*** GIVEN DATA ***

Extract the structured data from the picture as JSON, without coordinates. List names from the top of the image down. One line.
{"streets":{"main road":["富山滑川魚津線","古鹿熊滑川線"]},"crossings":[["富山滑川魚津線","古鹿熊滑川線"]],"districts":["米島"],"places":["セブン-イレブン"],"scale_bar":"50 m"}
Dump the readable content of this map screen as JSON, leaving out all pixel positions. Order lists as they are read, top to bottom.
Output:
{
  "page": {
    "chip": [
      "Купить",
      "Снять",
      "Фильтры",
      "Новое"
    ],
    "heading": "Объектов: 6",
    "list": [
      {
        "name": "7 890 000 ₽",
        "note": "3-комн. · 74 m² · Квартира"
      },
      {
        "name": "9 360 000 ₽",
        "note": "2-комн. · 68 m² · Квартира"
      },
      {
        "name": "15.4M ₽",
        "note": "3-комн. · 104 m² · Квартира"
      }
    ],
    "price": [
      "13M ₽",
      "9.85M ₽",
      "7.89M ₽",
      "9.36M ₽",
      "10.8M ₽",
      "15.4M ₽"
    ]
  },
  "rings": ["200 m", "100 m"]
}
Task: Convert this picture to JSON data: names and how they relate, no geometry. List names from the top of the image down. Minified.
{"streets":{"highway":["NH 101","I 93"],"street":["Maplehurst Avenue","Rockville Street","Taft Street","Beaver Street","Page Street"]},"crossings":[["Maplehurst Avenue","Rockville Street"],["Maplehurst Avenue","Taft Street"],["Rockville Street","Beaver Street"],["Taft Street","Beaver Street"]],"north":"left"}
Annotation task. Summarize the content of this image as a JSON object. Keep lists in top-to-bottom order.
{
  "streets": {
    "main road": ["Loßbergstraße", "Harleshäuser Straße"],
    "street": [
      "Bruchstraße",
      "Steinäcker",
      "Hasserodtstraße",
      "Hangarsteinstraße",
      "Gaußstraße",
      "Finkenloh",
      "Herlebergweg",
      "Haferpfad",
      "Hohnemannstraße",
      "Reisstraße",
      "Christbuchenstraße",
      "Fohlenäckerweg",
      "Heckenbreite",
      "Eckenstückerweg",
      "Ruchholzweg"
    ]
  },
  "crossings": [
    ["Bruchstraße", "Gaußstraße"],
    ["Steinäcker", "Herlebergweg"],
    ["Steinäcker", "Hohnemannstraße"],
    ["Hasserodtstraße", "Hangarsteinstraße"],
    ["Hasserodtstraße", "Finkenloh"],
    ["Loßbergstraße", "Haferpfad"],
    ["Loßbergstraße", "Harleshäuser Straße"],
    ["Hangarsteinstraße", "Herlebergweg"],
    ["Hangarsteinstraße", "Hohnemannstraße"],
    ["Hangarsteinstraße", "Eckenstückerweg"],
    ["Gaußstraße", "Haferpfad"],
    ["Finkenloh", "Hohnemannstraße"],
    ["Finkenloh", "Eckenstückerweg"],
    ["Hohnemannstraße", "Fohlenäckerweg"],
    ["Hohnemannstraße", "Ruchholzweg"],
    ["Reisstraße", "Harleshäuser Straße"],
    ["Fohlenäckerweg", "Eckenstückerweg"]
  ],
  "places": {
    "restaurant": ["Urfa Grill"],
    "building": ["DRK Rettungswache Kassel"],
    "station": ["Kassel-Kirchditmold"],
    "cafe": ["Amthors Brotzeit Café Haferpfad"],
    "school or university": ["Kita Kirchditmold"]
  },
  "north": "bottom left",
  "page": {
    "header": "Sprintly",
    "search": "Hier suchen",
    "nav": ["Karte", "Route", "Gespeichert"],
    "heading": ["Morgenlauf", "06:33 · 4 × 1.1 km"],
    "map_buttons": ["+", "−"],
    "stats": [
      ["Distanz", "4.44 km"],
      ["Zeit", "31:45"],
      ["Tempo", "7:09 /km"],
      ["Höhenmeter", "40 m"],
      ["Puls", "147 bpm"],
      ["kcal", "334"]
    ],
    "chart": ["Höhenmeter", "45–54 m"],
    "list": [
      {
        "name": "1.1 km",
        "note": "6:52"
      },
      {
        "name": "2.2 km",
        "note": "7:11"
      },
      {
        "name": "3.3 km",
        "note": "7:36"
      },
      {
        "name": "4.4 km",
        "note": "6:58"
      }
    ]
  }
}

*** End of GIVEN DATA ***

* **THE PROBLEM**
An exact reproduction of all the records is required.

* **ANSWER**
Extract the structured data from the picture as JSON, without coordinates. List names from the top of the image down. One line.
{"streets":{"main road":["富山滑川魚津線","古鹿熊滑川線"]},"crossings":[["富山滑川魚津線","古鹿熊滑川線"]],"districts":["米島"],"places":["セブン-イレブン"],"scale_bar":"50 m"}
Dump the readable content of this map screen as JSON, leaving out all pixel positions. Order lists as they are read, top to bottom.
Output:
{
  "page": {
    "chip": [
      "Купить",
      "Снять",
      "Фильтры",
      "Новое"
    ],
    "heading": "Объектов: 6",
    "list": [
      {
        "name": "7 890 000 ₽",
        "note": "3-комн. · 74 m² · Квартира"
      },
      {
        "name": "9 360 000 ₽",
        "note": "2-комн. · 68 m² · Квартира"
      },
      {
        "name": "15.4M ₽",
        "note": "3-комн. · 104 m² · Квартира"
      }
    ],
    "price": [
      "13M ₽",
      "9.85M ₽",
      "7.89M ₽",
      "9.36M ₽",
      "10.8M ₽",
      "15.4M ₽"
    ]
  },
  "rings": ["200 m", "100 m"]
}
Task: Convert this picture to JSON data: names and how they relate, no geometry. List names from the top of the image down. Minified.
{"streets":{"highway":["NH 101","I 93"],"street":["Maplehurst Avenue","Rockville Street","Taft Street","Beaver Street","Page Street"]},"crossings":[["Maplehurst Avenue","Rockville Street"],["Maplehurst Avenue","Taft Street"],["Rockville Street","Beaver Street"],["Taft Street","Beaver Street"]],"north":"left"}
Annotation task. Summarize the content of this image as a JSON object. Keep lists in top-to-bottom order.
{
  "streets": {
    "main road": ["Loßbergstraße", "Harleshäuser Straße"],
    "street": [
      "Bruchstraße",
      "Steinäcker",
      "Hasserodtstraße",
      "Hangarsteinstraße",
      "Gaußstraße",
      "Finkenloh",
      "Herlebergweg",
      "Haferpfad",
      "Hohnemannstraße",
      "Reisstraße",
      "Christbuchenstraße",
      "Fohlenäckerweg",
      "Heckenbreite",
      "Eckenstückerweg",
      "Ruchholzweg"
    ]
  },
  "crossings": [
    ["Bruchstraße", "Gaußstraße"],
    ["Steinäcker", "Herlebergweg"],
    ["Steinäcker", "Hohnemannstraße"],
    ["Hasserodtstraße", "Hangarsteinstraße"],
    ["Hasserodtstraße", "Finkenloh"],
    ["Loßbergstraße", "Haferpfad"],
    ["Loßbergstraße", "Harleshäuser Straße"],
    ["Hangarsteinstraße", "Herlebergweg"],
    ["Hangarsteinstraße", "Hohnemannstraße"],
    ["Hangarsteinstraße", "Eckenstückerweg"],
    ["Gaußstraße", "Haferpfad"],
    ["Finkenloh", "Hohnemannstraße"],
    ["Finkenloh", "Eckenstückerweg"],
    ["Hohnemannstraße", "Fohlenäckerweg"],
    ["Hohnemannstraße", "Ruchholzweg"],
    ["Reisstraße", "Harleshäuser Straße"],
    ["Fohlenäckerweg", "Eckenstückerweg"]
  ],
  "places": {
    "restaurant": ["Urfa Grill"],
    "building": ["DRK Rettungswache Kassel"],
    "station": ["Kassel-Kirchditmold"],
    "cafe": ["Amthors Brotzeit Café Haferpfad"],
    "school or university": ["Kita Kirchditmold"]
  },
  "north": "bottom left",
  "page": {
    "header": "Sprintly",
    "search": "Hier suchen",
    "nav": ["Karte", "Route", "Gespeichert"],
    "heading": ["Morgenlauf", "06:33 · 4 × 1.1 km"],
    "map_buttons": ["+", "−"],
    "stats": [
      ["Distanz", "4.44 km"],
      ["Zeit", "31:45"],
      ["Tempo", "7:09 /km"],
      ["Höhenmeter", "40 m"],
      ["Puls", "147 bpm"],
      ["kcal", "334"]
    ],
    "chart": ["Höhenmeter", "45–54 m"],
    "list": [
      {
        "name": "1.1 km",
        "note": "6:52"
      },
      {
        "name": "2.2 km",
        "note": "7:11"
      },
      {
        "name": "3.3 km",
        "note": "7:36"
      },
      {
        "name": "4.4 km",
        "note": "6:58"
      }
    ]
  }
}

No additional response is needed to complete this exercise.